Vol. 15 Issue No. 2 | January 14 – 20, 2009

Dismal economy highlight mayors’ annual addresses

By Curtis Riggs | January 14, 2009

Kiwanians hear about 09 challenges

CAVE CREEK – Discussions about the stagnant economy and how to revive it dominated the annual State of the towns addresses at the Kiwanis Club of Carefree weekly luncheon last week.

After admitting previous State of the town addresses had been easier for him because the times were better then, Cave Creek Mayor Vincent Francia simply said, “Things are tough in Cave Creek,” when addressing the large crowd at Harold’s Cave Creek Corral.

Francia explained sales-tax revenue and growth, which had kept Cave Creek flush with cash the past seven years, were down dramatically this year.

“The economy was moving along and then something happened,” he said. “The economy changes like the seasons of nature, although, with nature it is every year and the economy changes every decade.” The long-time Cave Creek mayor had just come from the first meeting of a new committee that has the mission of coming up with a new business model for the town.

“The business model, which has worked for the last 12 years has borne the last of its fruit,” he said. Cave Creek can no longer depend on sufficient sales-tax revenue or any new income from building development fees.

“In the last eight years they produced a surplus and we were able to do things, but in 2007-08 growth came to an abrupt halt,” he said, drawing a comparison between the development fees from 100 new homes in the community dwindling to 20 this past year.

“That economic model no longer serves us,” he said. The need is to develop a new financial plan where development fees, “will just be the icing on the cake and not the whole cake.”

He explained Cave Creek is in a “serious financial situation” because of debt it must retire from the purchase of the old Cave Creek Water Company and upgrading its long ignored infrastructure.

“The good news is in the past two years we were able to get the Cave Creek Water Company up and running to serve 11,000 customers,” he said.

When commenting on the only truly positive portion of his address, Francia said the annexation of Arizona State Trust Land, which will preserve 4,000 acres of desert, is in the final stages of approval.

He talked about how the preserved area in the newly annexed land will complete the Spur Cross Ranch Conservation Area.

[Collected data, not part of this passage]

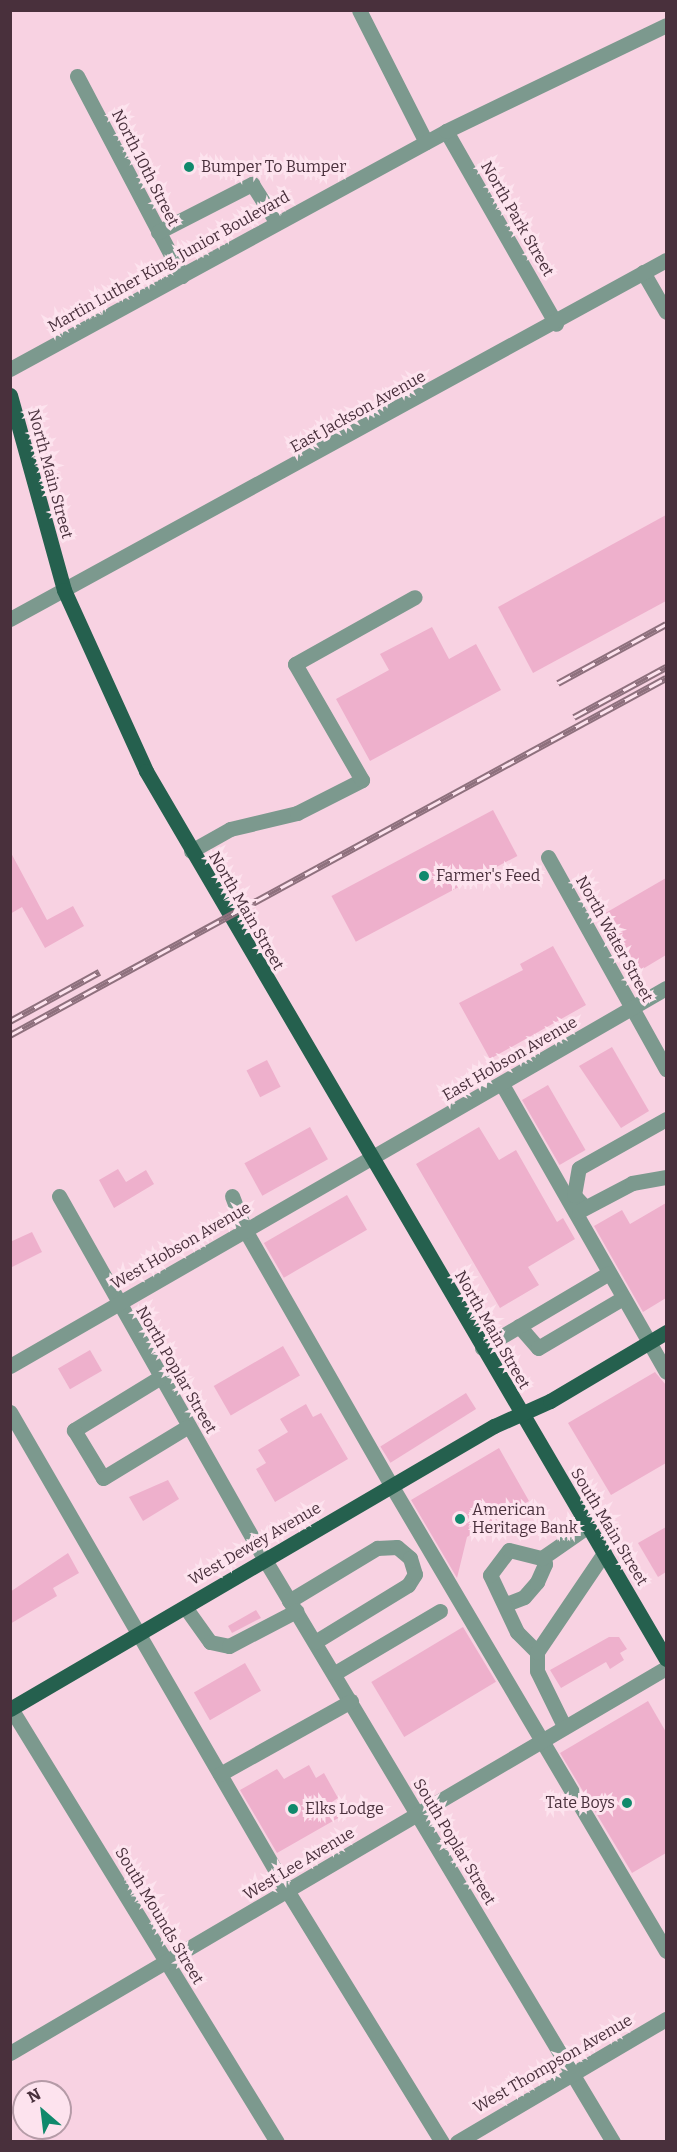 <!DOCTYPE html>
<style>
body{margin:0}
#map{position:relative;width:677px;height:2152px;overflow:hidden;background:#f8d2e2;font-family:Bitter,serif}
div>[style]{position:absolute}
.building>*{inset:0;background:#eeb0cc;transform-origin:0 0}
.minor>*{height:15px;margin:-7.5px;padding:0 7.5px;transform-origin:7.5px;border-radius:7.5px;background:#7c998e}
.major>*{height:15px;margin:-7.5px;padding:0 7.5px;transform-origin:7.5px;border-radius:7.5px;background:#25604e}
.rail>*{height:7px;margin-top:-3.5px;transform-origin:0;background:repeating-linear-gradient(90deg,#fde3ee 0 14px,#8e707d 0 28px);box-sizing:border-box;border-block:2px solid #8e707d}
.dots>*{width:16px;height:16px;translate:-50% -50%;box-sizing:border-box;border:3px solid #fde3ee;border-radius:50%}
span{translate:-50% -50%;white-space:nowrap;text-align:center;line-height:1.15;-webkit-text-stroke:6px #fde3ee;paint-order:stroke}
.poi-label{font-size:16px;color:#49303c}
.left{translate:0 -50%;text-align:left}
.right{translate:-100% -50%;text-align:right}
.street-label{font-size:16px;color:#49303c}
.frame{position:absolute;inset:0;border:12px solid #49303c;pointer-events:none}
.north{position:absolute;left:12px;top:2080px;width:60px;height:60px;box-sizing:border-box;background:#fde3ee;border:2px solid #b59ba7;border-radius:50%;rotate:332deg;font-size:16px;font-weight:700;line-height:24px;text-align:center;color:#49303c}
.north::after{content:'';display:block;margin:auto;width:21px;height:27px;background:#10896c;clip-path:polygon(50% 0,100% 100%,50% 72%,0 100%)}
</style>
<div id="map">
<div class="building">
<i style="clip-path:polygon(666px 515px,666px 601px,533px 673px,498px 607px)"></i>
<i style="clip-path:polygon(432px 627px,449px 659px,476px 644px,501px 690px,370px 761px,336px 699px,389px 670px,380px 654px)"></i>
<i style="left:493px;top:810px;width:52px;height:183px;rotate:62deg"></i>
<i style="clip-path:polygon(10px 851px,47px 920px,73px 906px,84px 926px,45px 948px,22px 907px,10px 914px)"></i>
<i style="clip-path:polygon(666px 878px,666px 955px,636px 973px,602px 915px)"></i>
<i style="clip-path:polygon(553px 946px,586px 1005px,490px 1059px,459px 1003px,523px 970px,520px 964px)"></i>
<i style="clip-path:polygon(612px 1047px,649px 1111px,621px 1128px,579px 1066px)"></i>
<i style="left:267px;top:1060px;width:30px;height:23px;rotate:63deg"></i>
<i style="left:548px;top:1085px;width:75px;height:30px;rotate:60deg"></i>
<i style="left:310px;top:1127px;width:37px;height:75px;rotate:61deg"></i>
<i style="clip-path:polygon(479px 1127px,499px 1160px,516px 1150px,557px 1222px,563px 1218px,575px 1239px,528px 1267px,539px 1285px,500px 1308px,416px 1164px)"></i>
<i style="clip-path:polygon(118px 1169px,126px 1182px,146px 1170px,154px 1184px,114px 1208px,99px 1180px)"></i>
<i style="left:347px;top:1195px;width:40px;height:96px;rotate:60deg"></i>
<i style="clip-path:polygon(666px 1203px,666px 1298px,643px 1312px,594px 1226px,622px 1210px,630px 1224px)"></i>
<i style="clip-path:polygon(32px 1232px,42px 1252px,10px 1268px,10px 1242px)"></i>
<i style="left:283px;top:1346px;width:34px;height:80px;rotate:60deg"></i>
<i style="left:90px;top:1350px;width:24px;height:37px;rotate:60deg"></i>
<i style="clip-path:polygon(655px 1372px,666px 1385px,666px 1463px,611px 1495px,568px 1423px)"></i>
<i style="left:466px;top:1393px;width:19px;height:101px;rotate:58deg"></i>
<i style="clip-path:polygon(306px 1404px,313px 1417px,321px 1413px,348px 1459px,275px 1502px,256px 1469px,266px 1463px,258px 1450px,288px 1432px,280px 1419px)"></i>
<i style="clip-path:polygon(499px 1448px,529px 1501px,467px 1537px,457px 1578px,411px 1500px)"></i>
<i style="clip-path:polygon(168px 1480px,179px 1499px,143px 1521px,129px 1497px)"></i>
<i style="clip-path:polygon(666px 1527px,666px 1572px,658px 1577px,638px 1543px)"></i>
<i style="clip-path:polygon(68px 1553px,79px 1573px,53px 1588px,57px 1596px,10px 1624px,10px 1592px)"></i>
<i style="clip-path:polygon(256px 1610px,261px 1618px,232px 1633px,228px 1626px)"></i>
<i style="left:463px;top:1627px;width:64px;height:107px;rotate:59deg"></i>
<i style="clip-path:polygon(609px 1637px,619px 1637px,627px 1649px,620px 1653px,624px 1660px,610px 1669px,606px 1662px,561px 1688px,550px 1670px)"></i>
<i style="left:245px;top:1663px;width:32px;height:59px;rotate:60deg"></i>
<i style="clip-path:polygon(648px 1701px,666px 1732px,666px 1853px,632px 1873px,560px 1753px)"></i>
<i style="clip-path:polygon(309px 1765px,316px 1778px,324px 1773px,338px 1798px,332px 1802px,340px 1817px,277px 1853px,240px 1790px,277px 1769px,284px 1779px)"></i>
</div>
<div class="minor">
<i style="left:359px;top:10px;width:148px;rotate:63.1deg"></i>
<i style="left:77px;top:76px;width:226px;rotate:62.3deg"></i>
<i style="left:446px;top:131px;width:222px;rotate:60.3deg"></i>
<i style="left:158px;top:232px;width:106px;rotate:-27.1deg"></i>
<i style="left:252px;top:184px;width:46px;rotate:57.3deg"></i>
<i style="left:643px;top:272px;width:46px;rotate:60.1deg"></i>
<i style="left:10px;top:369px;width:497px;rotate:-28.6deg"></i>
<i style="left:446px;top:131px;width:244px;rotate:-25.7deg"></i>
<i style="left:10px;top:619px;width:748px;rotate:-28.69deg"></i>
<i style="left:191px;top:851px;width:45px;rotate:-29.4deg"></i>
<i style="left:230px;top:829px;width:69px;rotate:-13.4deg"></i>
<i style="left:297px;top:813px;width:73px;rotate:-26.9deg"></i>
<i style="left:362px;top:780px;width:134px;rotate:-120deg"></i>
<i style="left:295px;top:664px;width:137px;rotate:-29.2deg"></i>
<i style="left:548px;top:857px;width:243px;rotate:60.9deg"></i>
<i style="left:503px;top:1086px;width:329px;rotate:60.3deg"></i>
<i style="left:59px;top:1196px;width:418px;rotate:60.5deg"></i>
<i style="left:265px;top:1560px;width:678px;rotate:59.12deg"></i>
<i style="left:232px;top:1196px;width:36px;rotate:69deg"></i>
<i style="left:245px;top:1230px;width:294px;rotate:60.2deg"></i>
<i style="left:391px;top:1485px;width:541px;rotate:59.45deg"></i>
<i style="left:585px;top:1207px;width:16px;rotate:-133deg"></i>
<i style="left:574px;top:1195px;width:27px;rotate:-80deg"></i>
<i style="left:579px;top:1168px;width:100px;rotate:-29.4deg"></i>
<i style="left:579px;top:1211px;width:60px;rotate:-27.8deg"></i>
<i style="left:632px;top:1183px;width:35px;rotate:-10deg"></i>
<i style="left:519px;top:1326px;width:29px;rotate:49deg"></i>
<i style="left:538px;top:1348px;width:99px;rotate:-30.5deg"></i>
<i style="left:482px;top:1348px;width:147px;rotate:-30.6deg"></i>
<i style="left:10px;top:1366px;width:757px;rotate:-29.95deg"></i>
<i style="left:159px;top:1378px;width:100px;rotate:148.5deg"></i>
<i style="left:74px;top:1430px;width:56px;rotate:58.9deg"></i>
<i style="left:103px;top:1478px;width:98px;rotate:-31.3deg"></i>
<i style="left:10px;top:1412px;width:555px;rotate:59.92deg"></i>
<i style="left:288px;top:1892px;width:294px;rotate:58.4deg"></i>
<i style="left:289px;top:1601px;width:103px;rotate:-31.1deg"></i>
<i style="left:377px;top:1548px;width:20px;rotate:-3deg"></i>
<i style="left:397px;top:1547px;width:17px;rotate:40deg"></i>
<i style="left:410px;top:1558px;width:17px;rotate:73deg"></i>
<i style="left:415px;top:1574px;width:13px;rotate:122deg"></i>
<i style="left:408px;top:1585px;width:109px;rotate:148.5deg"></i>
<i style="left:506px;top:1604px;width:19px;rotate:-21deg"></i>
<i style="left:524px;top:1597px;width:20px;rotate:-49deg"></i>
<i style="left:537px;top:1582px;width:20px;rotate:-66deg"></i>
<i style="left:545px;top:1564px;width:7px;rotate:-117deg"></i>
<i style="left:185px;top:1607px;width:43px;rotate:54.5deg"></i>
<i style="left:210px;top:1642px;width:19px;rotate:12deg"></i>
<i style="left:229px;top:1646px;width:76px;rotate:-27.6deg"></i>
<i style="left:537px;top:1652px;width:28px;rotate:-135deg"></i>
<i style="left:517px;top:1632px;width:63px;rotate:-115.3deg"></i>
<i style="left:490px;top:1575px;width:31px;rotate:-53deg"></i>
<i style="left:509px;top:1550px;width:34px;rotate:14deg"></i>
<i style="left:542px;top:1558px;width:56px;rotate:-34.8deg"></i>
<i style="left:335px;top:1673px;width:122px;rotate:-30.6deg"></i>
<i style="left:10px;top:1707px;width:510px;rotate:58.46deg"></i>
<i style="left:564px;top:1726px;width:61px;rotate:-116.1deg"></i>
<i style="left:537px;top:1671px;width:19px;rotate:-90deg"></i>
<i style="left:537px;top:1652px;width:120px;rotate:-55.9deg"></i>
<i style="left:220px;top:1774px;width:150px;rotate:-29.1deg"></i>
<i style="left:10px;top:2053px;width:761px;rotate:-30.41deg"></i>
<i style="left:457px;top:2142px;width:243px;rotate:-30.5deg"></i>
</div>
<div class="major">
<i style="left:10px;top:395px;width:202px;rotate:74.5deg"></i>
<i style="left:64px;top:590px;width:199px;rotate:65.6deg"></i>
<i style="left:146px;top:771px;width:1029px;rotate:59.65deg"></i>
<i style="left:10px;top:1709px;width:561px;rotate:-30.32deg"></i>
<i style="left:494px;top:1426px;width:61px;rotate:-24.1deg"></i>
<i style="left:550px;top:1401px;width:135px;rotate:-30.7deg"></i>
</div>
<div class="rail">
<i style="left:558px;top:683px;width:123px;rotate:-28.6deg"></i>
<i style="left:574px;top:717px;width:105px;rotate:-28.5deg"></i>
<i style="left:10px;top:1021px;width:102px;rotate:-28.8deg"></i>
<i style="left:10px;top:1035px;width:747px;rotate:-28.56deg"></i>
</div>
<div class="dots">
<i style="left:189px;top:167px;background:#10896c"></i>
<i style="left:424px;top:876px;background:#10896c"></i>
<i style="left:460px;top:1519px;background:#10896c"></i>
<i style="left:627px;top:1803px;background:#10896c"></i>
<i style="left:293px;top:1809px;background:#10896c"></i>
</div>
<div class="poi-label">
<span class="left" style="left:201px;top:167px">Bumper To Bumper</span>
<span class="left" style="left:436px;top:876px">Farmer's Feed</span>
<span class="left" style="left:472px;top:1519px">American<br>Heritage Bank</span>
<span class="right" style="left:615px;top:1803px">Tate Boys</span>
<span class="left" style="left:305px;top:1809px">Elks Lodge</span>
</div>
<div class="street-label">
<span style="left:145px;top:168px;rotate:63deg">North 10th Street</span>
<span style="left:517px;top:219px;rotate:60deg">North Park Street</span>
<span style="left:169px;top:262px;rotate:-29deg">Martin Luther King, Junior Boulevard</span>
<span style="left:358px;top:412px;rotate:-29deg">East Jackson Avenue</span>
<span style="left:50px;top:474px;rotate:75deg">North Main Street</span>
<span style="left:246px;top:911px;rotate:60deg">North Main Street</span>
<span style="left:614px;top:939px;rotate:61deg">North Water Street</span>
<span style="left:510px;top:1059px;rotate:-30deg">East Hobson Avenue</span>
<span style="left:181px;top:1246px;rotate:-30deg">West Hobson Avenue</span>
<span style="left:492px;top:1330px;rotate:60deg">North Main Street</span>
<span style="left:176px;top:1370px;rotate:60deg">North Poplar Street</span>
<span style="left:609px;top:1527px;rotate:59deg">South Main Street</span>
<span style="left:255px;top:1544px;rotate:-30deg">West Dewey Avenue</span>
<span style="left:454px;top:1842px;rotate:59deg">South Poplar Street</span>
<span style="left:299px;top:1864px;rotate:-31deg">West Lee Avenue</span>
<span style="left:159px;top:1916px;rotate:59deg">South Mounds Street</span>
<span style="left:553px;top:2064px;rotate:-30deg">West Thompson Avenue</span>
</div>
<div class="frame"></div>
<div class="north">N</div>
</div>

He added a focus of the town’s new preservation property would link Spur Cross with the Cave Creek Recreation Area.

“Cave Creek will have more preserved land than any town in Arizona,” he said. Fifty two percent of the land within the town’s boundaries will be preserved after the annexation.

Carefree Mayor Wayne Fulcher said, “While 2008 was a year of challenges” efforts were made to increase tourism by adding lighting, signage and turn lanes to the downtown Easy Street area.

“We finished the 150,000-gallon water tank, installed automatic water meter readers and purchased the Lyons building before the end of the year,” he said. Carefree continued to prepare for the future despite the trying economic times.

“That should hold us in good stead,” Fulcher said.

He explained Carefree officials realized how much the economy had deteriorated in the third quarter of last year.

“We decided then we have to rethink our spending policy,” he said about freezing spending.